Called the “Fitbit for oceans,” the Ocean Health Index was created by Conservation International and is used to assess ocean health on the local and regional scale. This is the first time a score has been indexed for Hawaii. The full report can be found here.
The Ocean Health Index, says Eva Schemmel, science adviser for Conservation International Hawaii, is not simply to keep score of ocean health, but rather to inform policy for better management of Hawaii’s natural resources.
“The Ocean Health Index allows us to assess the benefits that current policies and management actions are having to protect our oceans and coastal environments, highlighting effective interventions.
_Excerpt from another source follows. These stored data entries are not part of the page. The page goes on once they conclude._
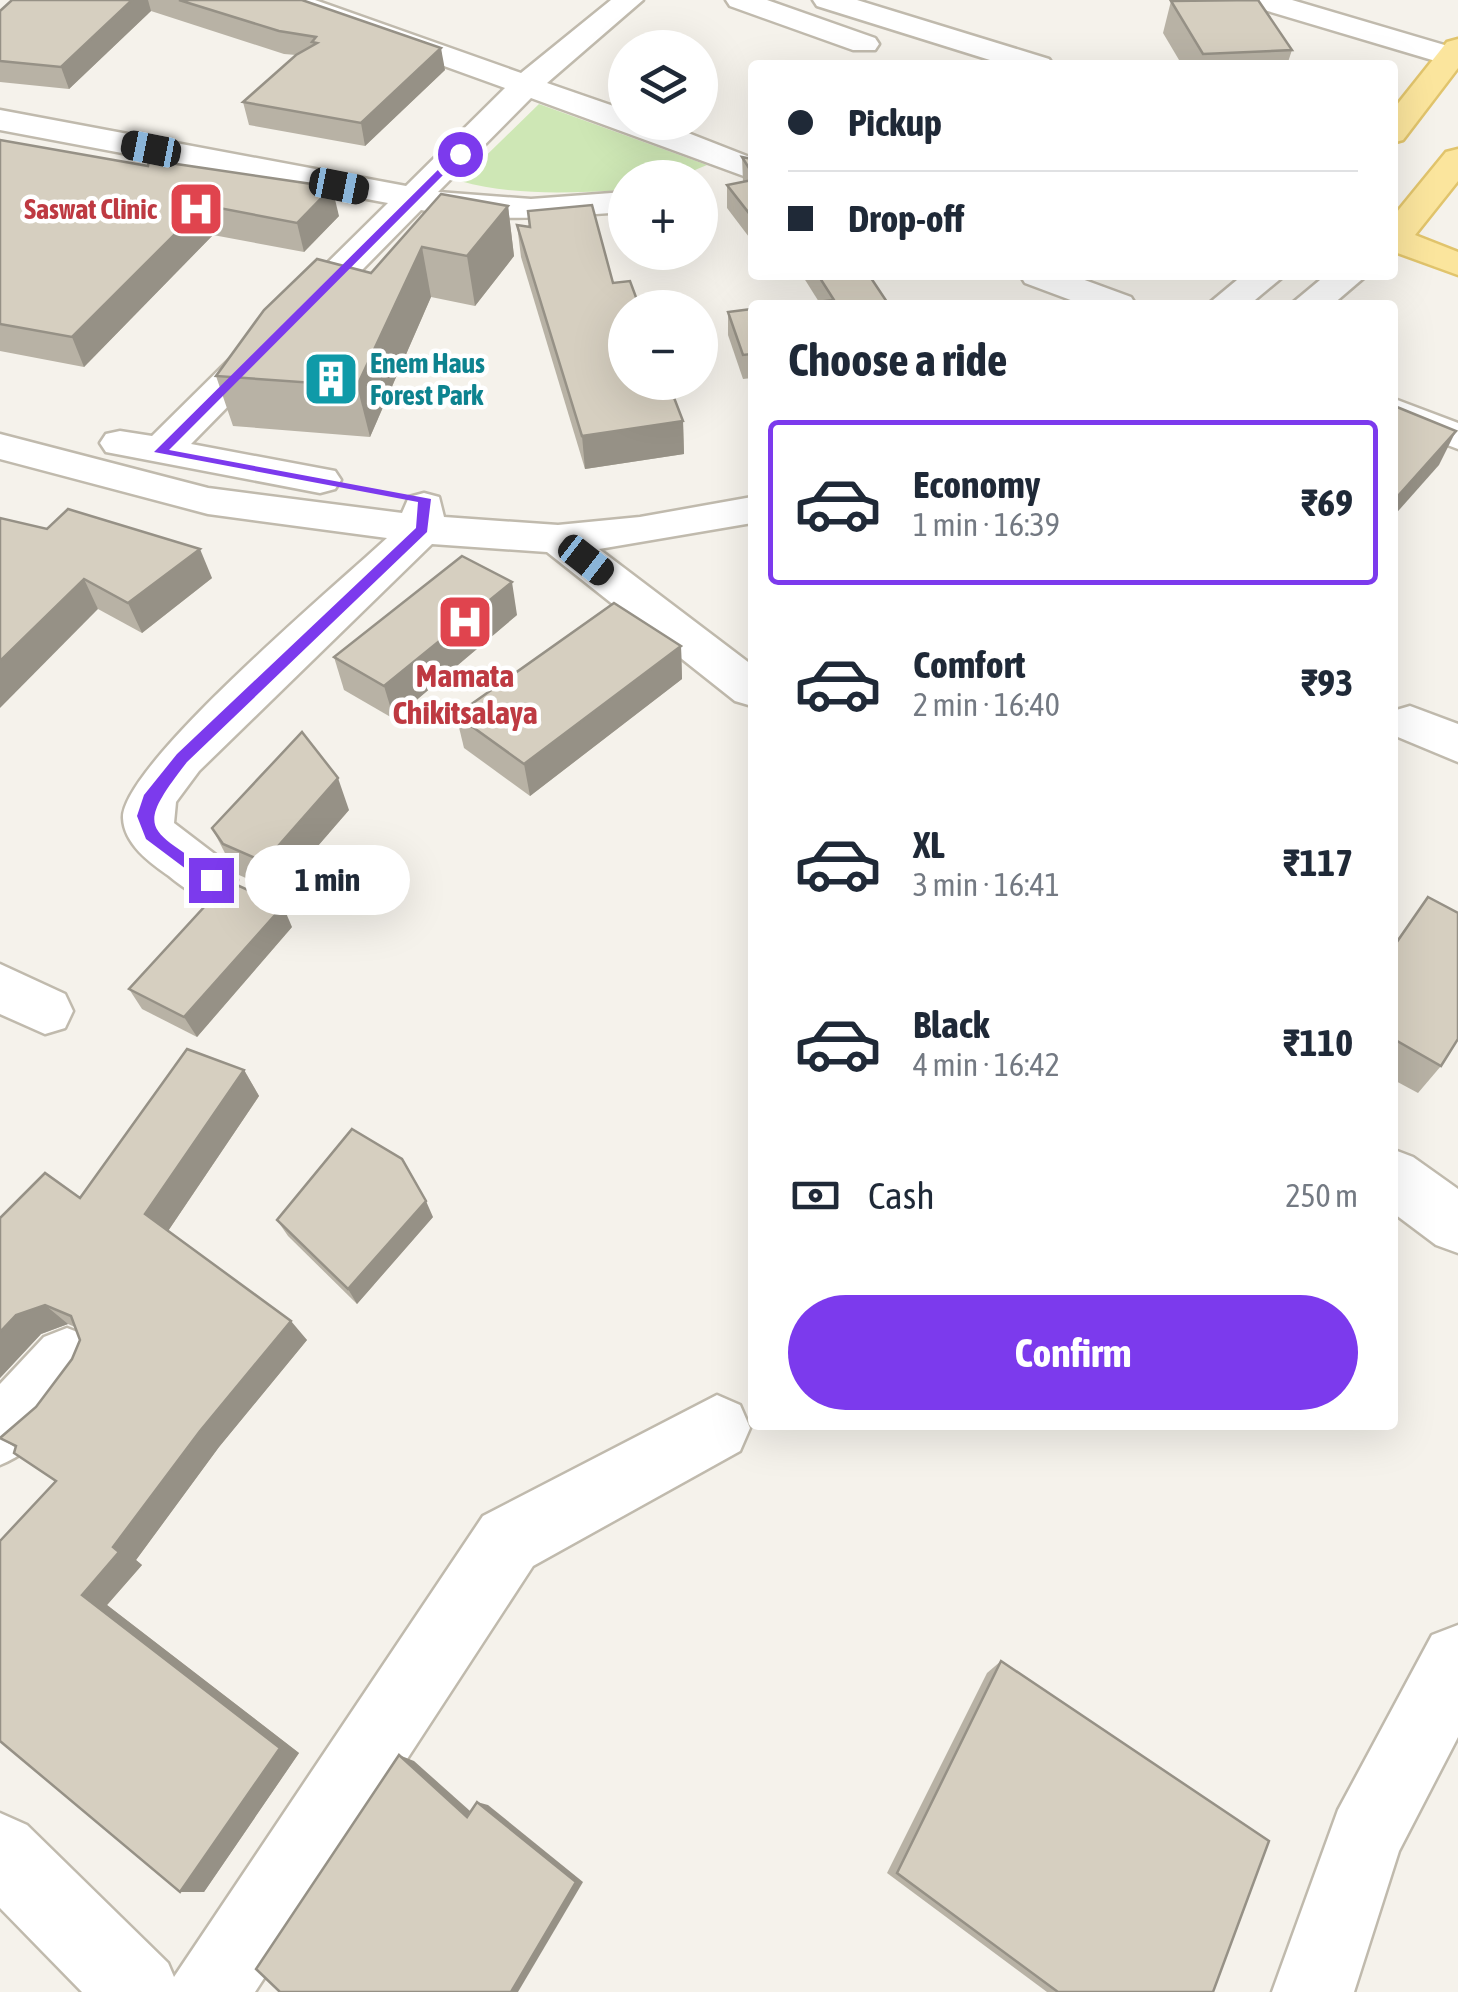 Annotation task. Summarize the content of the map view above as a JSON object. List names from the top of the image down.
{
  "places": {
    "hospital": ["Saswat Clinic", "Mamata Chikitsalaya"],
    "building": ["Enem Haus Forest Park"]
  },
  "page": {
    "map_buttons": ["+", "−"],
    "banner": ["Pickup", "Drop-off"],
    "heading": "Choose a ride",
    "list": [
      {
        "name": "Economy",
        "note": "1 min · 16:39",
        "value": "₹69"
      },
      {
        "name": "Comfort",
        "note": "2 min · 16:40",
        "value": "₹93"
      },
      {
        "name": "XL",
        "note": "3 min · 16:41",
        "value": "₹117"
      },
      {
        "name": "Black",
        "note": "4 min · 16:42",
        "value": "₹110"
      }
    ],
    "bubble": "1 min",
    "pay": ["Cash", "250 m"],
    "buttons": "Confirm"
  }
} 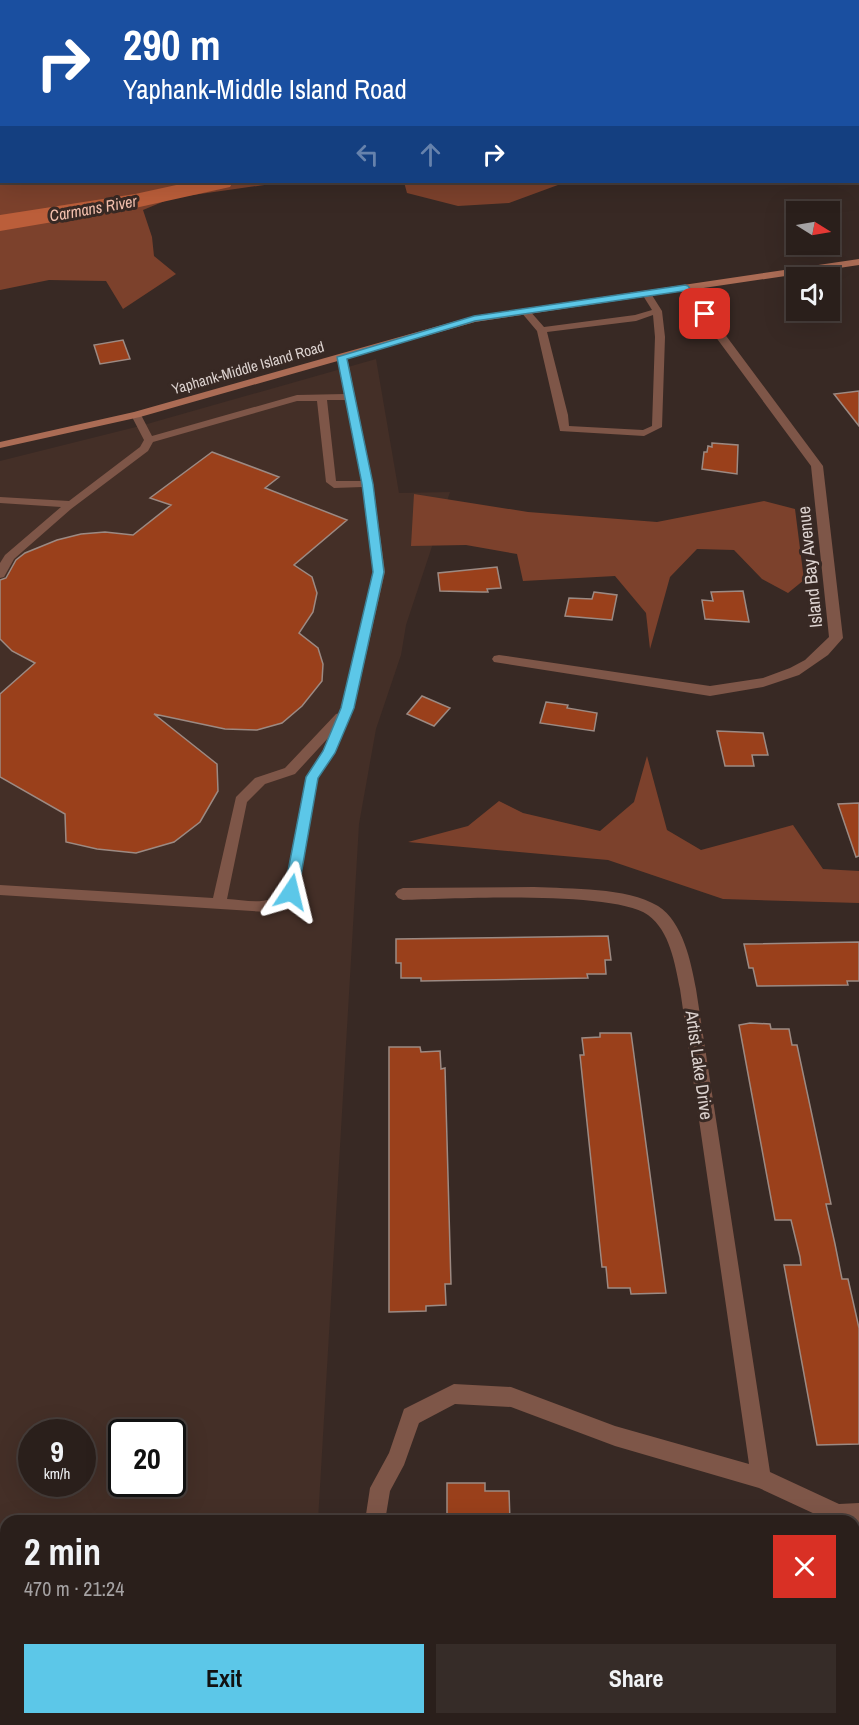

The Hawaii Ocean Health Index will be repeated into the future to track sustainability initatives and local management actions to ensure a healthy future for future generations,” said Eva Schemmel, science adviser for Conservation International Hawaii.
“Maintaining a healthy ocean is absolutely critical for sustaining the needs and livelihoods of our island communities. An integrated assessment of our ocean ecosystems, such as the Ocean Health Index, is key to tracking changes in ocean health and devising management strategies that promote sustainable use of the environment,” said Dr. Jamison Gove National Oceanic and Atmospheric Administration Pacific Islands Fisheries Science Center.
The Hawaii Ocean Health Index is part of the Aloha+ Challenge, Hawaii’s statewide commitment to achieve six integrated sustainability goals by 2030 for clean energy, local food, natural resource management, solid waste, smart sustainable communities, and green education and workforce. It will be used to track progress towards achieving these sustainability goals and provides an all-encompassing indicator that can be referred to for policy development.
About Conservation International
Conservation International uses science, policy and partnerships to protect the nature that people rely on for food, fresh water and livelihoods. Founded in 1987, Conservation International works in more than 30 countries on six continents to ensure a healthy, prosperous planet that supports us all. Learn more about Conservation International, the groundbreaking “Nature Is Speaking” campaign and its series of virtual reality projects: “My Africa”, “Under the Canopy” and “Valen’s Reef.” Follow Conservation International’s work on our Human Nature blog, Facebook, Twitter, Instagram, and YouTube.
About the Ocean Health Index
The Ocean Health Index is a partnership between the National Center for Ecological Analysis and Synthesis (NCEAS) and Conservation International. Every year since 2012, the Ocean Health Index team has tracked change in global ocean health for 220 coastal nations and territories. The team has also helped foster a growing network of independent groups around the world that are using our science to measure how healthy their own oceans are. To learn more about the global Ocean Health Index visit www.oceanhealthindex.org.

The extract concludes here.